Hi LaKerie, I’m so happy you’re finding my recipes helpful as you and your family transition into a vegan lifestyle. I’m wishing you all the best on the journey–I hope it’s fun and delicious!
Hi. I’m using your cookbook recipe for the strawberry chia jam. Do you think it would freeze well ? I’m thinking of making a few batches as I have an 18 month old so pressed for time :)
Hi Rachel, I totally get being pressed for time with a little one running around, especially when they are at your feet while you cook! ;) Chia seed jam freezes so well! I love to portion my fresh jam into a silicone mold (such as this one) for easy, individual portions. Once frozen, pop the frozen cups out of the mold and place them into an airtight freezer bag. They will store well for a month or longer. I will often thaw some in the fridge overnight, or simply at room temperature. You can also throw a frozen cube or two into the pot when making hot oatmeal for a bit of extra flavour. This might sound weird, but I actually love eating the frozen chia seed jam straight from the freezer (like a popsicle). It’s soooo good!
Is there a typo in the dry ingredients or ??? mine is much wetter then your photos.
thx!
Do you think I could substitute almond flour?
Hi Andrea, Almond flour doesn’t contain gluten (a binder) which kamut flour does, so I wouldn’t suggest swapping it for all of the flour in the recipe. You might be able to get away with swapping a small portion of the flour for almond flour though. It would be an experiment for sure. If you try anything please let us know how it goes!
I tried it and they were super moist which I guess was ok I also added a bit of coconut flour. Rather than rolling out the dough I spread it like cookie dough.
Made blackberry/blueberry/strawbwerry jam, substituted soy flour, didn’t put the extra dough on top and instead subbed sunflower seeds. They’re in the oven now filling up my kitchen with delicious smells!

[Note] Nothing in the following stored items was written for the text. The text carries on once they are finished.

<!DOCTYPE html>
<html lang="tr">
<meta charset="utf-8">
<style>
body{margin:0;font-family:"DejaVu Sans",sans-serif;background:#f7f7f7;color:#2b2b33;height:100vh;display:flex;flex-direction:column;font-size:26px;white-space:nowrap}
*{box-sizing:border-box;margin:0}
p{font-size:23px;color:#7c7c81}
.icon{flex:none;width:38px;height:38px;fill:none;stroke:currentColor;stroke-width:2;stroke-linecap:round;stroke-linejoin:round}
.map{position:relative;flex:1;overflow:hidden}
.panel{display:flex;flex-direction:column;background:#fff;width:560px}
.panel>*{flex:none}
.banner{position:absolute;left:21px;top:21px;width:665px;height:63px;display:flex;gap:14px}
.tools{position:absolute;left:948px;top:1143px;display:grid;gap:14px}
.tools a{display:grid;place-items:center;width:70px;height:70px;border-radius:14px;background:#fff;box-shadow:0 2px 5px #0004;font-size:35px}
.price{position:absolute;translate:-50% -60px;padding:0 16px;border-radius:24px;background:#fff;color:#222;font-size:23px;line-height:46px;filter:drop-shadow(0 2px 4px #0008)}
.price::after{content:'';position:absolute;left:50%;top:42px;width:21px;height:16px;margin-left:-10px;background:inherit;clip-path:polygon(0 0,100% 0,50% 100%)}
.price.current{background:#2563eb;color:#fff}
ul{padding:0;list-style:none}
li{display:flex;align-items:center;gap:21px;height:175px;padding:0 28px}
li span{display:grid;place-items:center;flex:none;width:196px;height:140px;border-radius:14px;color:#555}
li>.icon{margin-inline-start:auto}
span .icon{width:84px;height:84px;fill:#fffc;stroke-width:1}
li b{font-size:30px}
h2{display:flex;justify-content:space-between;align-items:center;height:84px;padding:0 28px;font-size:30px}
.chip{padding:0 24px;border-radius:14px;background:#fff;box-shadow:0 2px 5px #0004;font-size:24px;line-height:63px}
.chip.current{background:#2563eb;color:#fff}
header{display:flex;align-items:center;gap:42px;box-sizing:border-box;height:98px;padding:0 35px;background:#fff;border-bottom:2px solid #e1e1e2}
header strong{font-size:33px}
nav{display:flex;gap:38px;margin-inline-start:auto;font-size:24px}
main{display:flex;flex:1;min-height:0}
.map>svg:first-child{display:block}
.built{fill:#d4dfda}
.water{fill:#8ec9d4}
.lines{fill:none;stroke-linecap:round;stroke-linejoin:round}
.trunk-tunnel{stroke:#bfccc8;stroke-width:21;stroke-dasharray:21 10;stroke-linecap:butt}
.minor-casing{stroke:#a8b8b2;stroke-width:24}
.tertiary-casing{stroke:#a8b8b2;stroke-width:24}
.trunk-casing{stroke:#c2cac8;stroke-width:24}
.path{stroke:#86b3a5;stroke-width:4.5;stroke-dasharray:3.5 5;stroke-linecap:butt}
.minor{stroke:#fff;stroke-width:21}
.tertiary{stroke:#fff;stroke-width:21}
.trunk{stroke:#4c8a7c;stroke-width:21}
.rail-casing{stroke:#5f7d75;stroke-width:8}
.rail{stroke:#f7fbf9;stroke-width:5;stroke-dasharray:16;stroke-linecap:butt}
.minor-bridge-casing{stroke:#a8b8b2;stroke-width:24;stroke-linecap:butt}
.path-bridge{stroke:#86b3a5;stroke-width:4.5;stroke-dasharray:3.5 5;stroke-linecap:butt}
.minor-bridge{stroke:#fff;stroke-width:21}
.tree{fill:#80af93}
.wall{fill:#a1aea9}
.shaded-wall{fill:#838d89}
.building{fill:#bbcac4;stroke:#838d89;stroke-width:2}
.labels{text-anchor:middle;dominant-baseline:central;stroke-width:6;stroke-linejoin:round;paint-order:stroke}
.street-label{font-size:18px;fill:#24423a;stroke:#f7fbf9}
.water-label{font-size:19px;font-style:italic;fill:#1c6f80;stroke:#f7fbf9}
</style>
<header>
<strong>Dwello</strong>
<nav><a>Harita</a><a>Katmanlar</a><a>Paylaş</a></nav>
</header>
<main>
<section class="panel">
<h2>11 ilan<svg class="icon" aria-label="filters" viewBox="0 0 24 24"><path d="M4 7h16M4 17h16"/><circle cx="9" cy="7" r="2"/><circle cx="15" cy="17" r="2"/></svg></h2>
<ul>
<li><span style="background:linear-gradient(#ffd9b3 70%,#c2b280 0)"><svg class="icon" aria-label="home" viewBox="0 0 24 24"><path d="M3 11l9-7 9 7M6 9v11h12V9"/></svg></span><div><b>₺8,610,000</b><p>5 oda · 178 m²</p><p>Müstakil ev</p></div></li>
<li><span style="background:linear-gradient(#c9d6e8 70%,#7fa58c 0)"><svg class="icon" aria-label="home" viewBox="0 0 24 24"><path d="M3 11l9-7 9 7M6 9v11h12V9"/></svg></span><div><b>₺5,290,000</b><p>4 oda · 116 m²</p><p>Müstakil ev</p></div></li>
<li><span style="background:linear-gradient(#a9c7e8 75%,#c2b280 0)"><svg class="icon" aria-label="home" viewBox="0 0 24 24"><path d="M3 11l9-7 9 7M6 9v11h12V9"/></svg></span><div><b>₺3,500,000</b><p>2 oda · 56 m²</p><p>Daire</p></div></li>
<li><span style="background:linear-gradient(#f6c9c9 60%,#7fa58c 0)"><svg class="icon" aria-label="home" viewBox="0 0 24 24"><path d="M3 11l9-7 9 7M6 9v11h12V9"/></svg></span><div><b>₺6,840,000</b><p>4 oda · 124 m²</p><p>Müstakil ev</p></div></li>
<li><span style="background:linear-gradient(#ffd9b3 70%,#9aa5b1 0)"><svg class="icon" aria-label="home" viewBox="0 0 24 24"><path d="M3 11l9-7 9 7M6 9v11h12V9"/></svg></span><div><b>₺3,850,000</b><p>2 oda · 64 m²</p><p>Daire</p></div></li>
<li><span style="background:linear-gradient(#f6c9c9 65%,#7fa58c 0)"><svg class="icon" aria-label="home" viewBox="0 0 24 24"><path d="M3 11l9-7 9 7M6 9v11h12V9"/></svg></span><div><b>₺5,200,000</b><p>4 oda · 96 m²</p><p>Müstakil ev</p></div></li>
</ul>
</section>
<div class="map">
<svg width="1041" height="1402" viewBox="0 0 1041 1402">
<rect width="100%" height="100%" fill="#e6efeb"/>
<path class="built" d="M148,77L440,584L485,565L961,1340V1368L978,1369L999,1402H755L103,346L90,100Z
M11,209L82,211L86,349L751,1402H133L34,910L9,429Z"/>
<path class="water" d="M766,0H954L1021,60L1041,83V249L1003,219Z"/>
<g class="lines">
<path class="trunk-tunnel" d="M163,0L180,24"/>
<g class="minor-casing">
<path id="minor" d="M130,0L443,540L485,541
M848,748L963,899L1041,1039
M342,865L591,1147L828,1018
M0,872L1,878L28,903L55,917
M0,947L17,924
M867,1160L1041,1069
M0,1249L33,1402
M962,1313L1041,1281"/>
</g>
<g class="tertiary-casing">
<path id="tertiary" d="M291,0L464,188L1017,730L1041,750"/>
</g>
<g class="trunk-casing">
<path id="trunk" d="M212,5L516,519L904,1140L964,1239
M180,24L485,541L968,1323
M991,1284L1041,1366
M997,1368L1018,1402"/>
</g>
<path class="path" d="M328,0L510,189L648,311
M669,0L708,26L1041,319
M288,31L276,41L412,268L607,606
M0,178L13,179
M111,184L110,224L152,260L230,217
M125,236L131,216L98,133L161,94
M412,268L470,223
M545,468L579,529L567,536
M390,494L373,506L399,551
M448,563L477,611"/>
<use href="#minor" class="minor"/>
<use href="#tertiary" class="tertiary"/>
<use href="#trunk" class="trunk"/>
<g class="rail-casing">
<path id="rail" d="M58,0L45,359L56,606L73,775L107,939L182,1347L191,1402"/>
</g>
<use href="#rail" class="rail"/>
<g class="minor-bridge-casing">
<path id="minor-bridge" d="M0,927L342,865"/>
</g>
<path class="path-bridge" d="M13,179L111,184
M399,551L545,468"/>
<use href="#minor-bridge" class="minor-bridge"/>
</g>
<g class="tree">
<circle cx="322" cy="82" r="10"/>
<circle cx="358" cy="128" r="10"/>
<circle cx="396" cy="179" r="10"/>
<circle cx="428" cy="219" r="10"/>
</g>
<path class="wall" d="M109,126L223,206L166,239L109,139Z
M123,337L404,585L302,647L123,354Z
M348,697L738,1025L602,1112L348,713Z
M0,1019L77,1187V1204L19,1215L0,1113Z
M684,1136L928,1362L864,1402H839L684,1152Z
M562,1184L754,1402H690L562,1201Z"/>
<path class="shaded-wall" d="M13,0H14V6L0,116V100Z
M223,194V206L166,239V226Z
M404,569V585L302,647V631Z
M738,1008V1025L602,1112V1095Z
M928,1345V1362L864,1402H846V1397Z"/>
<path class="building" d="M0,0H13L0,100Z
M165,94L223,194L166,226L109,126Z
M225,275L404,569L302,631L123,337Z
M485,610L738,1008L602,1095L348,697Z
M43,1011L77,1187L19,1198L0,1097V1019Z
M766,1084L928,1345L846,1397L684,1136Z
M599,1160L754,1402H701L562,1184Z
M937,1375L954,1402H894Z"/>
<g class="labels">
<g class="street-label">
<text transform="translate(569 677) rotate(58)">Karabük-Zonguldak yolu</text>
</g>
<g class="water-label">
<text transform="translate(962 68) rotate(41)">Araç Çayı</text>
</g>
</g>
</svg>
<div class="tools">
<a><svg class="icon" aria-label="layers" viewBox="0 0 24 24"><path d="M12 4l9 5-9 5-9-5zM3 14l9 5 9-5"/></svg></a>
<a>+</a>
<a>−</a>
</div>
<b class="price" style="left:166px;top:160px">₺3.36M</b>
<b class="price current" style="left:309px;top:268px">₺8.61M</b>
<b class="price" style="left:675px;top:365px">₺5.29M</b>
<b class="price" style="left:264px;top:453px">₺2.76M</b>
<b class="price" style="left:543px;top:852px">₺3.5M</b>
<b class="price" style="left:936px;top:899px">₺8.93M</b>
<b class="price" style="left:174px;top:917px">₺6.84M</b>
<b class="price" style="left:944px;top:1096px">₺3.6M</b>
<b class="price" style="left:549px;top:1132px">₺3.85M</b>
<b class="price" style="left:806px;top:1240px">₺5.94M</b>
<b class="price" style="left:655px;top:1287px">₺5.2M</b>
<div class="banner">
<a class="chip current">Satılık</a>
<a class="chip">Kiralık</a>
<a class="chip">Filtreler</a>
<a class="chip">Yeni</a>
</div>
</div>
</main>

I was hesitant to try these because I’m normally not a huge fan of baked goods with oats, but I just couldn’t resist the homemade jam and OH. MY. GOODNESS. Why has no one mentioned how delicious only the raw “dough” already is?? SO GOOD! I just kept eating spoon after spoon haha. Some of it made it to the oven though, so I’m currently waiting to see how the bars turn out!